Task directions: Beginning with the line below that contains "M369,384L371,386" and ending with the line that contains "M72,249L75,257L72,386", copy every line exactly. Copy nothing else.

Records provided:
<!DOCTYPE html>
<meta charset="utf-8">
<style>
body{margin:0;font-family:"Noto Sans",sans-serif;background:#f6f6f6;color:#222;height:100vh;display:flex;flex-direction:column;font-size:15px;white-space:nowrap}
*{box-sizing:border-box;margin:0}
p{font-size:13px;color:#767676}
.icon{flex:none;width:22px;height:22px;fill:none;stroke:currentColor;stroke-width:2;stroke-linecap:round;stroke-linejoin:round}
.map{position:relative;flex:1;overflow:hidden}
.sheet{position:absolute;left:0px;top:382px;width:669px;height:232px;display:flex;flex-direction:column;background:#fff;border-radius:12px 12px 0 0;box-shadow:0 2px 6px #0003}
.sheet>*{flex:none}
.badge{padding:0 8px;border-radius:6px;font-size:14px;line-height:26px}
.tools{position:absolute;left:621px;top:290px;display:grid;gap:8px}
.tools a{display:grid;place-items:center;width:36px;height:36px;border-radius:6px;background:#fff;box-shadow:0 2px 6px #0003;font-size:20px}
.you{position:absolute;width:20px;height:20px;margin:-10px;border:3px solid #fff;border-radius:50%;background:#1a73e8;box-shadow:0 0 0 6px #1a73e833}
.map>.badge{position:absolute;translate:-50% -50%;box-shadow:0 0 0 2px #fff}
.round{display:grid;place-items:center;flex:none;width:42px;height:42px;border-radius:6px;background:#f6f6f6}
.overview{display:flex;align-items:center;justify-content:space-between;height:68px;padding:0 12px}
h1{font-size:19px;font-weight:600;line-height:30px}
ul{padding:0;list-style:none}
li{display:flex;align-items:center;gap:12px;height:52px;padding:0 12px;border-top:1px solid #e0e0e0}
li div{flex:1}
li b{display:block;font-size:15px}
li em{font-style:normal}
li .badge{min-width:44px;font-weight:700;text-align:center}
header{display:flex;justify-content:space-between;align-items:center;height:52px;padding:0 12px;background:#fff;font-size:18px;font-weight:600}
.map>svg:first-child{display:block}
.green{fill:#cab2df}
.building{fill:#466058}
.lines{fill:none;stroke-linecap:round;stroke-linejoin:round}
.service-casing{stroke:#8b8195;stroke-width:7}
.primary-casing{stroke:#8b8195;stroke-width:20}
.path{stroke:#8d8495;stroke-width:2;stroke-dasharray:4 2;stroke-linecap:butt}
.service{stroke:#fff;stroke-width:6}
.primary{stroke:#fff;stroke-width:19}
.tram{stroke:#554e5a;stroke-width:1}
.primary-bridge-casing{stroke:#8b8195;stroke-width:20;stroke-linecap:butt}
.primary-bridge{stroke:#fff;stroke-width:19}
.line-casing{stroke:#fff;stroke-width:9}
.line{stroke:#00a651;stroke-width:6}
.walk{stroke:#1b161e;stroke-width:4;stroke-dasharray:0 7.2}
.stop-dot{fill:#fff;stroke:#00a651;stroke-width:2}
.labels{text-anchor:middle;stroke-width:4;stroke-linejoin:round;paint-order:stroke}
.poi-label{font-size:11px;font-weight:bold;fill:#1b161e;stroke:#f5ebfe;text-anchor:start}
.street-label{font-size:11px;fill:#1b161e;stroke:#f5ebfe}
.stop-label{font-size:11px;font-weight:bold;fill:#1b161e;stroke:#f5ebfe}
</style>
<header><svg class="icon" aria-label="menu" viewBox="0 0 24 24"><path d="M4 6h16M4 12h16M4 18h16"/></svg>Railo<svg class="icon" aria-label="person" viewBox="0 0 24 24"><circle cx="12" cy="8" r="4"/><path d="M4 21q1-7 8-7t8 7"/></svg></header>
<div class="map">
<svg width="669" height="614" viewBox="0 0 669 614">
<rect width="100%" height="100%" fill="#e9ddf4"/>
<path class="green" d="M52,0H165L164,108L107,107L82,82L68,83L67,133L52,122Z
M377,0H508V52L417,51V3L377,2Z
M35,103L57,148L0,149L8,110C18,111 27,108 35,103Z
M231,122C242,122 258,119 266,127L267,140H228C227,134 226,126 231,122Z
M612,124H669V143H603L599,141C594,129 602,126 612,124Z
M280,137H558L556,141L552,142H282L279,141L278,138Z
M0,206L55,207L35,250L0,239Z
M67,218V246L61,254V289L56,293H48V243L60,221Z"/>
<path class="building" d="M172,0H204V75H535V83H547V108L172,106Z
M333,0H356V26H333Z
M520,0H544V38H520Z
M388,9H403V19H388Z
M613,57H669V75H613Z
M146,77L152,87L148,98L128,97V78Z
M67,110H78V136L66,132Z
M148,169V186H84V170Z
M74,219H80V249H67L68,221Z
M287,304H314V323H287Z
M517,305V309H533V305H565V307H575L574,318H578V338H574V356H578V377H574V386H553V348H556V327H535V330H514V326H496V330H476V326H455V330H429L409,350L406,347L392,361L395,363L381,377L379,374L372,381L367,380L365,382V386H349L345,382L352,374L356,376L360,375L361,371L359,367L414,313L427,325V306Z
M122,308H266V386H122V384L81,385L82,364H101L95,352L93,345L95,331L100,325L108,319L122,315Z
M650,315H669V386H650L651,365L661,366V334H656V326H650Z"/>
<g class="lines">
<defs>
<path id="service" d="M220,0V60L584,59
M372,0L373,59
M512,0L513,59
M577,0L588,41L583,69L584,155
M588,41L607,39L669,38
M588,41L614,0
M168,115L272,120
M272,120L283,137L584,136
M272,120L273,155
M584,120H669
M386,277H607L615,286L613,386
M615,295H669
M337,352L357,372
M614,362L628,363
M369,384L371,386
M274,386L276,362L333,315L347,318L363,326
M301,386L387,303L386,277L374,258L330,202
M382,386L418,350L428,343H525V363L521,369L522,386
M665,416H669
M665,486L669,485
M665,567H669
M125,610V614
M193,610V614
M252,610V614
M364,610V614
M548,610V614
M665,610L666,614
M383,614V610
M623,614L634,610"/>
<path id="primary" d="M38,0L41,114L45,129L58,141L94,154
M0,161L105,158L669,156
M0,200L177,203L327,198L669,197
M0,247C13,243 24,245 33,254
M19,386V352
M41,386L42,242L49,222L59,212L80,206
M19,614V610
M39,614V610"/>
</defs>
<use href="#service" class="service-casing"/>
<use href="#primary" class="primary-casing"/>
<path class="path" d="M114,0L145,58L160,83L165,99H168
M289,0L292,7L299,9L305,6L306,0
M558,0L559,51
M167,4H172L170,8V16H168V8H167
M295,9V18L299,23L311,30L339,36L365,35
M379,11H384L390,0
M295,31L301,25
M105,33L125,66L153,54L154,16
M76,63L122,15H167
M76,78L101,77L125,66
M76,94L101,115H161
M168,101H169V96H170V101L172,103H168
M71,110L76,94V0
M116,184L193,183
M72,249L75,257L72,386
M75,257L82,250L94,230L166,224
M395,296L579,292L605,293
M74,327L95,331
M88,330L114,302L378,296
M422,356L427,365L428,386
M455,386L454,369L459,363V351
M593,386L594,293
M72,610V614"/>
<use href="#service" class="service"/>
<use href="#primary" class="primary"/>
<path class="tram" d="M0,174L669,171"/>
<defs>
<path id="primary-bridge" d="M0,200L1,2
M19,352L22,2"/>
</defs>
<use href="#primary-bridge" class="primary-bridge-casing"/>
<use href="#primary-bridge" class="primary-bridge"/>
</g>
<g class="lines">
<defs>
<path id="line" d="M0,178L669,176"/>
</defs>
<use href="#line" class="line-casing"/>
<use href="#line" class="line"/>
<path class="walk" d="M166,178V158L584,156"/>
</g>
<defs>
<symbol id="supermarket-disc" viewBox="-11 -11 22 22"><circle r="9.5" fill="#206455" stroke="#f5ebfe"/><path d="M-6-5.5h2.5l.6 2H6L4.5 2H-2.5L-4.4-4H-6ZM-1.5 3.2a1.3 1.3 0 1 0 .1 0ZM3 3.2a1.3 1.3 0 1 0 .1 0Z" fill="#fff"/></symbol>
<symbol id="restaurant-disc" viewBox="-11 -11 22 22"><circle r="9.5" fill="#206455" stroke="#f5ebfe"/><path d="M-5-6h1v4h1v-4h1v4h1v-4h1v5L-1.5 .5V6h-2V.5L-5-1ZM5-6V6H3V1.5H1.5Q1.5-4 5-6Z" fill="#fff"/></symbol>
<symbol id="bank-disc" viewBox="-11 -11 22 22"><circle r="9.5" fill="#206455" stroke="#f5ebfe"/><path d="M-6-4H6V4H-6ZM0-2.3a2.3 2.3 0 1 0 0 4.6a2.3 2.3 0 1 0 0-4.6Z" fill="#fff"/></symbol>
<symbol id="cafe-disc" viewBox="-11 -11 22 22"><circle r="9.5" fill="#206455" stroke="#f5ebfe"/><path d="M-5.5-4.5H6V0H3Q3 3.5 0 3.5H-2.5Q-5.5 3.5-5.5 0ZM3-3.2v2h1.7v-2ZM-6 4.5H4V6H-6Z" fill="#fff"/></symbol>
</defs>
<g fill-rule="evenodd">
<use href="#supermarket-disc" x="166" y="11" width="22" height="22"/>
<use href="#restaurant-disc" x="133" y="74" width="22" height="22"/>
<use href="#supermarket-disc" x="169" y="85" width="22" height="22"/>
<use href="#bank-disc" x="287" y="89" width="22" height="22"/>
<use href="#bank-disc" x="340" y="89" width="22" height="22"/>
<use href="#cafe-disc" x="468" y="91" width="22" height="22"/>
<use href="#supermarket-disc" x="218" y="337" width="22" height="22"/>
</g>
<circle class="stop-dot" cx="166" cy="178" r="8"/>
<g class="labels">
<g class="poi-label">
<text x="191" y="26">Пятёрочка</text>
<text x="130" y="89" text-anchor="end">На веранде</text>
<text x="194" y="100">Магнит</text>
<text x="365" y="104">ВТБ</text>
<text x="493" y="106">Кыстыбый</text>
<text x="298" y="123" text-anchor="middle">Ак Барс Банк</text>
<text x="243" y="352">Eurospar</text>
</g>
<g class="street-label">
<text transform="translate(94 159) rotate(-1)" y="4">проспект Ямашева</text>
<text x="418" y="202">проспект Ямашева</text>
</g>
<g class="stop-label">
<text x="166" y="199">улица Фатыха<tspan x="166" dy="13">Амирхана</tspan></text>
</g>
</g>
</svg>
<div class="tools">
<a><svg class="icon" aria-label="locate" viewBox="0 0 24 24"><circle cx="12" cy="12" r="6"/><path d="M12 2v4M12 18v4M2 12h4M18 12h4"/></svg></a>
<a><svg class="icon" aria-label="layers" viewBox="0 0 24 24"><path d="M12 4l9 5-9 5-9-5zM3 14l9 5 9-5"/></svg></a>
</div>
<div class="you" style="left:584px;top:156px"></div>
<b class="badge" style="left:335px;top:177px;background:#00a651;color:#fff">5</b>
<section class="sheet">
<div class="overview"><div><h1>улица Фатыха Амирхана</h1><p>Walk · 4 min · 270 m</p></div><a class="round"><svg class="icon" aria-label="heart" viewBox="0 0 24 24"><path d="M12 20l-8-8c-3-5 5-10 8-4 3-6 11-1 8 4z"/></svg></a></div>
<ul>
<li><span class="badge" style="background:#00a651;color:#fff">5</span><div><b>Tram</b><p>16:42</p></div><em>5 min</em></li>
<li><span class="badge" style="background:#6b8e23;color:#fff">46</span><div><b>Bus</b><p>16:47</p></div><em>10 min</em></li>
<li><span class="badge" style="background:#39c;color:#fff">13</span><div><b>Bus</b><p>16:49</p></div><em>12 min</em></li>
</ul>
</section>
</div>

Your solution:
M369,384L371,386
M274,386L276,362L333,315L347,318L363,326
M301,386L387,303L386,277L374,258L330,202
M382,386L418,350L428,343H525V363L521,369L522,386
M665,416H669
M665,486L669,485
M665,567H669
M125,610V614
M193,610V614
M252,610V614
M364,610V614
M548,610V614
M665,610L666,614
M383,614V610
M623,614L634,610"/>
<path id="primary" d="M38,0L41,114L45,129L58,141L94,154
M0,161L105,158L669,156
M0,200L177,203L327,198L669,197
M0,247C13,243 24,245 33,254
M19,386V352
M41,386L42,242L49,222L59,212L80,206
M19,614V610
M39,614V610"/>
</defs>
<use href="#service" class="service-casing"/>
<use href="#primary" class="primary-casing"/>
<path class="path" d="M114,0L145,58L160,83L165,99H168
M289,0L292,7L299,9L305,6L306,0
M558,0L559,51
M167,4H172L170,8V16H168V8H167
M295,9V18L299,23L311,30L339,36L365,35
M379,11H384L390,0
M295,31L301,25
M105,33L125,66L153,54L154,16
M76,63L122,15H167
M76,78L101,77L125,66
M76,94L101,115H161
M168,101H169V96H170V101L172,103H168
M71,110L76,94V0
M116,184L193,183
M72,249L75,257L72,386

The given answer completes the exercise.